Observe and Report plays this for laughs, but it isn’t funny.  Rogen’s character is, by turns, pathetic and repulsive.  The people he hurts stay hurt.  The people he intimidates stay afraid.  Nothing about this is good, and nothing ends well.  This is a disturbing, scary, deeply weird film, and nothing at all like what I expected.  Perhaps the joke was on me.

Monday, January 09, 2012

Make Way for Tomorrow


I was on board Make Way for Tomorrow, an American precursor to the superior Tokyo Story, for roughly half the movie.  Then, one of the leads make a decision so stupid that he lost me, killed my disbelief, and tuned me out.  Once that happened, I saw for what it was: a one-note movie that plays its note on a title card before the story even begins. 

Here’s the setup: an older couple (roughly 70, which in the world of this film is absolutely ancient) calls their adult children home.  This is not a happy reunion, however.  They’ve invited them to announce to that they’ve lost their home and need to move in with somebody.  The kids are displeased.

Ok, I know where this is going and so do you: it’s right there in the title.  Besides, you’ve seen King Lear and Tokyo Story (What? You haven’t seen Tokyo Story?  Why are you wasting time reading this blog when you could be doing that?  Go on now, shoo.  I’ll be here when you’re finished.).  You know how this works out.

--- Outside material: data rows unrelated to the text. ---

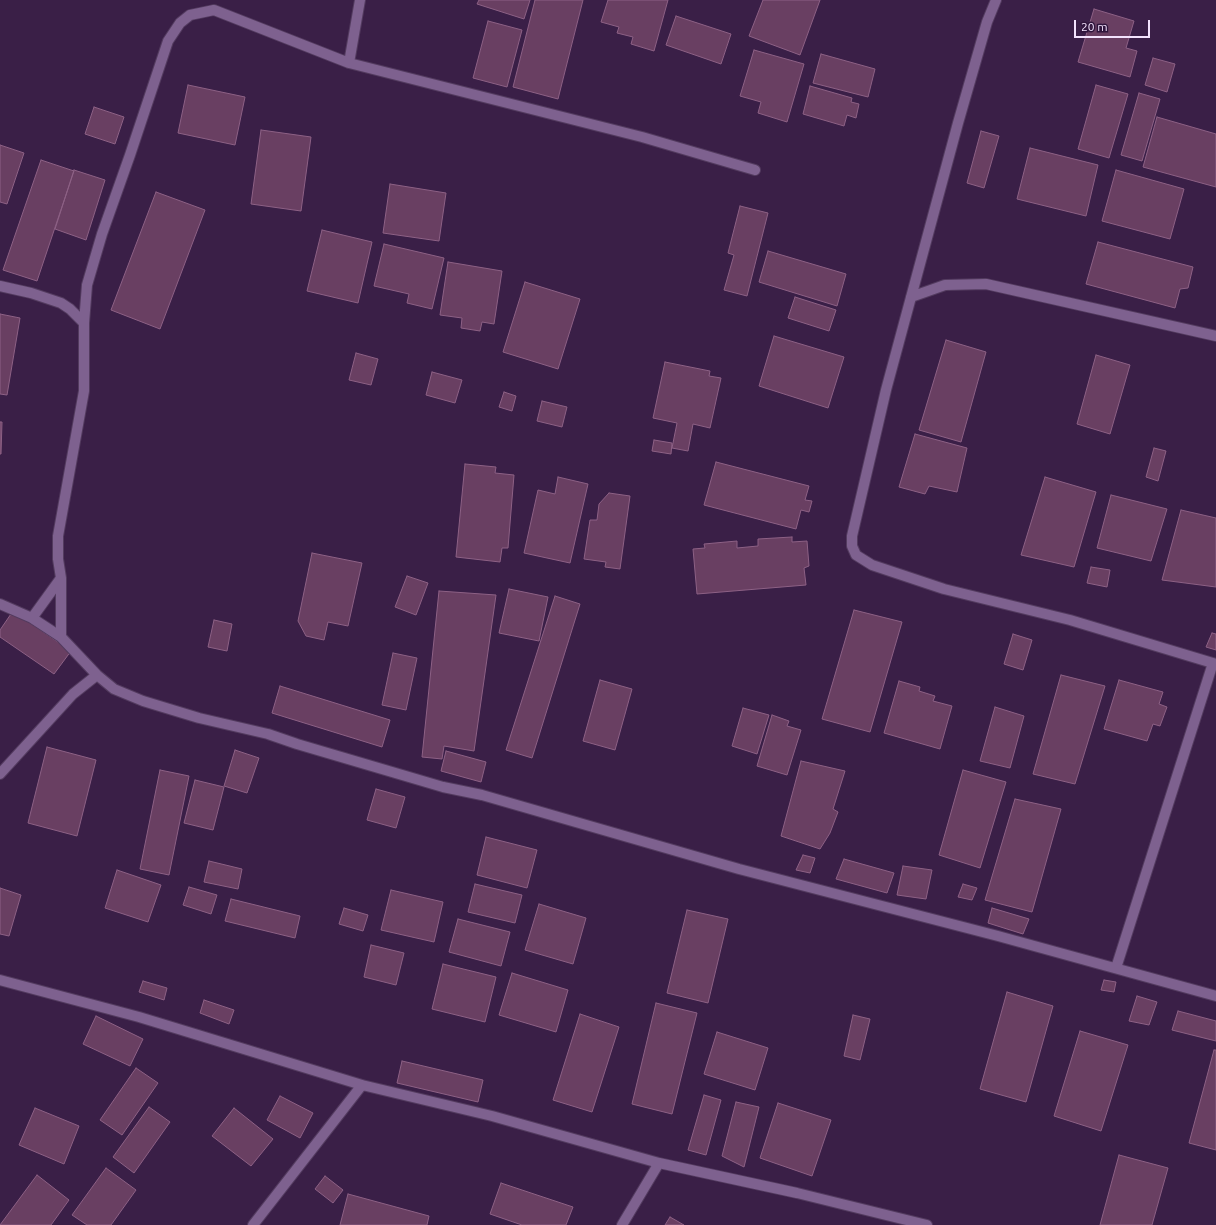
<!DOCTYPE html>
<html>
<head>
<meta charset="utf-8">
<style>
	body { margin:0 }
	#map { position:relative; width:1216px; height:1225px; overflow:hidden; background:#3a1f47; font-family:Ubuntu,sans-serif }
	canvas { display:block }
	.scale { position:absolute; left:1074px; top:20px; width:76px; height:18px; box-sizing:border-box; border:2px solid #f3e3fd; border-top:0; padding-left:5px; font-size:12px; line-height:14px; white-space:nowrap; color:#f3e3fd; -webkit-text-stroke:3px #2f153c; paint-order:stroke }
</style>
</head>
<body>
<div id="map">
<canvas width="1216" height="1225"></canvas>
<div class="scale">20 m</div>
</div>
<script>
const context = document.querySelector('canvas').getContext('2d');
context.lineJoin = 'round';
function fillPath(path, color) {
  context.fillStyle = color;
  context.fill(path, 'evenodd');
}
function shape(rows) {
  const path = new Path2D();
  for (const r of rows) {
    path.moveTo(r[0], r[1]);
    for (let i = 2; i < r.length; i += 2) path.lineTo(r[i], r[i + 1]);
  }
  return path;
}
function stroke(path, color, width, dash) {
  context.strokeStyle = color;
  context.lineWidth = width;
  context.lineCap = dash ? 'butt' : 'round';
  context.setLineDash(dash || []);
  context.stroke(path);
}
const building = shape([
	[479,0,530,0,524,19,477,4,479,0],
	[535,0,583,0,558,99,513,87,535,0],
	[608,0,668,0,654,51,631,44,633,37,617,33,619,27,601,22,608,0],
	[763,0,820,0,800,55,749,36,763,0],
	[1094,9,1134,21,1126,48,1137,51,1130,77,1078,62,1094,9],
	[676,16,731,34,721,64,666,45,676,16],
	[488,21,522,30,507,87,473,78,488,21],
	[754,50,804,64,787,122,758,113,761,102,740,96,754,50],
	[821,54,875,69,868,97,813,83,821,54],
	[1153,58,1175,64,1167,92,1145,85,1153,58],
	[188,85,245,97,235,145,178,133,188,85],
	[1096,85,1128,94,1109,158,1078,149,1096,85],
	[810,86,852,98,851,102,859,104,856,118,847,115,844,126,803,114,810,86],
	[1139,93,1160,99,1142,161,1121,155,1139,93],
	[94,107,124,117,115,144,85,134,94,107],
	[1157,117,1216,134,1216,187,1143,167,1157,117],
	[261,130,311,137,301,211,251,204,261,130],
	[981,131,999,136,984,188,967,183,981,131],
	[0,145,24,153,7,204,0,202,0,145],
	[1030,148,1098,165,1086,216,1017,199,1030,148],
	[41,160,74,171,37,281,3,270,41,160],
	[74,170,105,180,86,240,55,229,74,170],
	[1116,170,1184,189,1170,239,1102,221,1116,170],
	[390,184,446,193,439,241,383,233,390,184],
	[156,192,205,210,160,329,111,310,156,192],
	[740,206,768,213,747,296,724,290,734,255,728,253,740,206],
	[322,230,372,242,358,303,307,291,322,230],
	[1098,242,1193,267,1188,288,1180,289,1175,308,1086,284,1098,242],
	[384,244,444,258,432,309,407,303,409,294,374,286,384,244],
	[768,251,846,274,837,306,759,282,768,251],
	[448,262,502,271,494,324,482,322,480,331,461,328,462,318,440,315,448,262],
	[525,282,580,299,558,369,503,352,525,282],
	[795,297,836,310,829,331,788,318,795,297],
	[0,314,20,318,7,395,0,394,0,314],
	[774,336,844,357,828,408,759,386,774,336],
	[946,340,986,352,961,442,919,430,946,340],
	[356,353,378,359,371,385,349,380,356,353],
	[1096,355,1130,365,1110,434,1077,424,1096,355],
	[665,362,710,371,709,376,721,378,710,428,693,424,688,451,672,448,677,423,653,418,665,362],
	[432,372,462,380,455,403,426,395,432,372],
	[504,392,516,396,512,411,499,407,504,392],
	[542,401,567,407,562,427,537,421,542,401],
	[0,422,2,422,1,454,0,454,0,422],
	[915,434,967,448,957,492,929,486,925,494,899,487,915,434],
	[654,440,672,443,671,454,652,451,654,440],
	[1154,448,1166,451,1158,481,1146,477,1154,448],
	[716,462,809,486,805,500,812,501,809,512,801,510,796,529,704,505,716,462],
	[465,464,496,467,495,473,514,475,508,548,502,548,500,562,456,557,465,464],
	[558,477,588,484,570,563,524,553,538,490,555,494,558,477],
	[1045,477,1096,492,1074,567,1021,555,1045,477],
	[609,493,630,496,620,569,605,567,606,562,584,559,590,520,597,520,599,504,609,493],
	[1111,495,1167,509,1151,561,1097,548,1111,495],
	[1181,510,1216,518,1216,587,1162,580,1181,510],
	[792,537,792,542,807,541,809,566,804,568,806,585,697,594,693,549,705,548,704,544,737,541,737,548,758,546,758,539,792,537],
	[312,553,362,563,348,626,328,622,324,640,306,636,298,621,312,553],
	[1091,567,1110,570,1107,587,1087,583,1091,567],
	[407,576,428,583,416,615,395,607,407,576],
	[509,589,548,597,539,641,499,633,509,589],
	[439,591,496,595,474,751,444,746,442,759,422,757,439,591],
	[555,596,580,604,532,758,506,750,555,596],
	[854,610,902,622,870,732,822,719,854,610],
	[13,611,71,651,54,674,0,637,0,630,13,611],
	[214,620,232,624,227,651,208,647,214,620],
	[1212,633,1216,634,1216,650,1206,647,1212,633],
	[1013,634,1032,640,1023,670,1004,664,1013,634],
	[393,653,417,658,406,710,382,705,393,653],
	[1061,675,1105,686,1075,784,1033,774,1061,675],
	[600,680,632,689,615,750,583,741,600,680],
	[1119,680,1163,692,1159,704,1167,707,1160,726,1153,724,1147,741,1104,729,1119,680],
	[899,681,920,687,919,691,935,696,933,701,952,706,940,749,884,733,899,681],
	[280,686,390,720,382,747,272,713,280,686],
	[995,707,1024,716,1010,768,980,761,995,707],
	[743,708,769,715,757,754,732,746,743,708],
	[772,715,789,721,787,726,801,730,787,775,757,766,772,715],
	[47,747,96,760,77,836,28,823,47,747],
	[235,750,259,758,247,793,224,786,235,750],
	[446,751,486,762,481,782,441,771,446,751],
	[801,761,845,771,833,809,838,812,830,833,820,849,781,836,801,761],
	[160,770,189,776,169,875,140,869,160,770],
	[963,770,1006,782,980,868,939,855,963,770],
	[195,780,224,787,213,830,184,823,195,780],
	[376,789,405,797,396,828,367,820,376,789],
	[1015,799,1061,809,1032,912,985,900,1015,799],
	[486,837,537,850,527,888,477,875,486,837],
	[803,855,815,858,810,873,796,870,803,855],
	[844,859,894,873,887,893,836,879,844,859],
	[209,861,242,869,238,889,204,882,209,861],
	[903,866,932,870,926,899,897,895,903,866],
	[117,870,161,885,148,922,105,908,117,870],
	[475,884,522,895,515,923,468,912,475,884],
	[963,884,977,888,972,900,958,897,963,884],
	[189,887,217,895,211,914,183,905,189,887],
	[0,888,21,895,9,936,0,934,0,888],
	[391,890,443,902,434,942,381,930,391,890],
	[231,899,300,916,295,938,225,921,231,899],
	[539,904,586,918,573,964,525,950,539,904],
	[344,908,368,915,363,931,339,924,344,908],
	[992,908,1029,919,1023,934,988,923,992,908],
	[687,910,728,919,708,1003,667,993,687,910],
	[458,919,510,932,501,966,449,952,458,919],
	[371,945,404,953,396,985,364,977,371,945],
	[443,964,496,977,485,1022,432,1009,443,964],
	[512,973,568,990,556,1032,499,1015,512,973],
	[1104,980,1116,982,1114,992,1101,990,1104,980],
	[143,981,167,988,164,1000,139,992,143,981],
	[1007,992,1053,1006,1026,1102,980,1089,1007,992],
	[1137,996,1157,1002,1149,1025,1129,1021,1137,996],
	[204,1000,234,1010,229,1024,200,1013,204,1000],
	[656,1003,697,1013,672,1114,632,1104,656,1003],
	[1178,1011,1216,1021,1216,1041,1172,1030,1178,1011],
	[580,1014,619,1027,592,1112,553,1100,580,1014],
	[853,1015,870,1019,860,1060,844,1056,853,1015],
	[96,1016,143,1039,130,1066,83,1044,96,1016],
	[1080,1031,1128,1045,1101,1131,1054,1116,1080,1031],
	[717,1032,768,1048,755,1090,704,1074,717,1032],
	[1214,1050,1216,1050,1216,1150,1189,1143,1214,1050],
	[402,1061,483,1080,478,1102,397,1083,402,1061],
	[136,1068,158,1083,122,1135,100,1120,136,1068],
	[704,1095,721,1100,706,1155,688,1150,704,1095],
	[280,1096,313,1113,300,1138,267,1120,280,1096],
	[736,1102,759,1107,744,1167,722,1156,736,1102],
	[778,1103,831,1120,812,1176,760,1158,778,1103],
	[149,1107,170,1122,134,1173,113,1157,149,1107],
	[35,1108,79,1126,64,1164,19,1145,35,1108],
	[234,1108,273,1139,251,1166,212,1136,234,1108],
	[1119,1155,1168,1168,1152,1225,1100,1225,1119,1155],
	[106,1168,136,1190,111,1225,87,1225,72,1215,106,1168],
	[37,1175,69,1200,51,1225,0,1225,37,1175],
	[325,1176,343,1190,333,1203,315,1189,325,1176],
	[501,1183,573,1207,566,1225,522,1225,490,1214,501,1183],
	[348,1194,429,1216,427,1225,340,1225,348,1194],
	[670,1217,684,1225,665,1225,670,1217]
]);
const minor = shape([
	[996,0,987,22,958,123,886,390,852,536,852,546,856,555,872,565,944,589,1070,620,1216,664],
	[349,63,360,0],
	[0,286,31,293,61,303,70,309,84,323],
	[911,297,945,285,986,284,1216,336],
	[0,604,32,618,61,637,97,675,114,689,143,701,199,718,268,734,297,744,443,787,482,795,739,869,998,936,1216,996],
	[32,618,61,578],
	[61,637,61,578,58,559,58,536,84,391,84,323,87,285,102,234,130,155,168,41,180,23,190,15,214,10,349,63,642,137,755,170],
	[0,774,73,694,97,675],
	[1116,968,1213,663],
	[0,980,139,1017,362,1085,492,1116,659,1163,797,1193,927,1225],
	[253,1225,362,1085],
	[622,1225,659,1163]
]);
fillPath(building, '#693f62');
stroke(building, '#8d6185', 1);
stroke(minor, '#533b5f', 12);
stroke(minor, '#7e618f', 10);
</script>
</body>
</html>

The rest of the film is, essentially, a slog to the bitter end.  But there’s a moment, about halfway through, when a friend presents the man of the couple an opportunity on a silver platter with a couple of mints and a lovely flower in a little vase.  The man waves away the opportunity because he’s an idiot.  This made me so mad, so incredulous, that I stopped seeing him as a man and started seeing him as a cardboard cutout with “pathetic” scrawled upon it in magic marker.  I wondered why the “opportunity” scene was even included.  And then I was done.

Make Way for Tomorrow is technically competent and decently performed, but it failed to make me believe.  What a disappointment.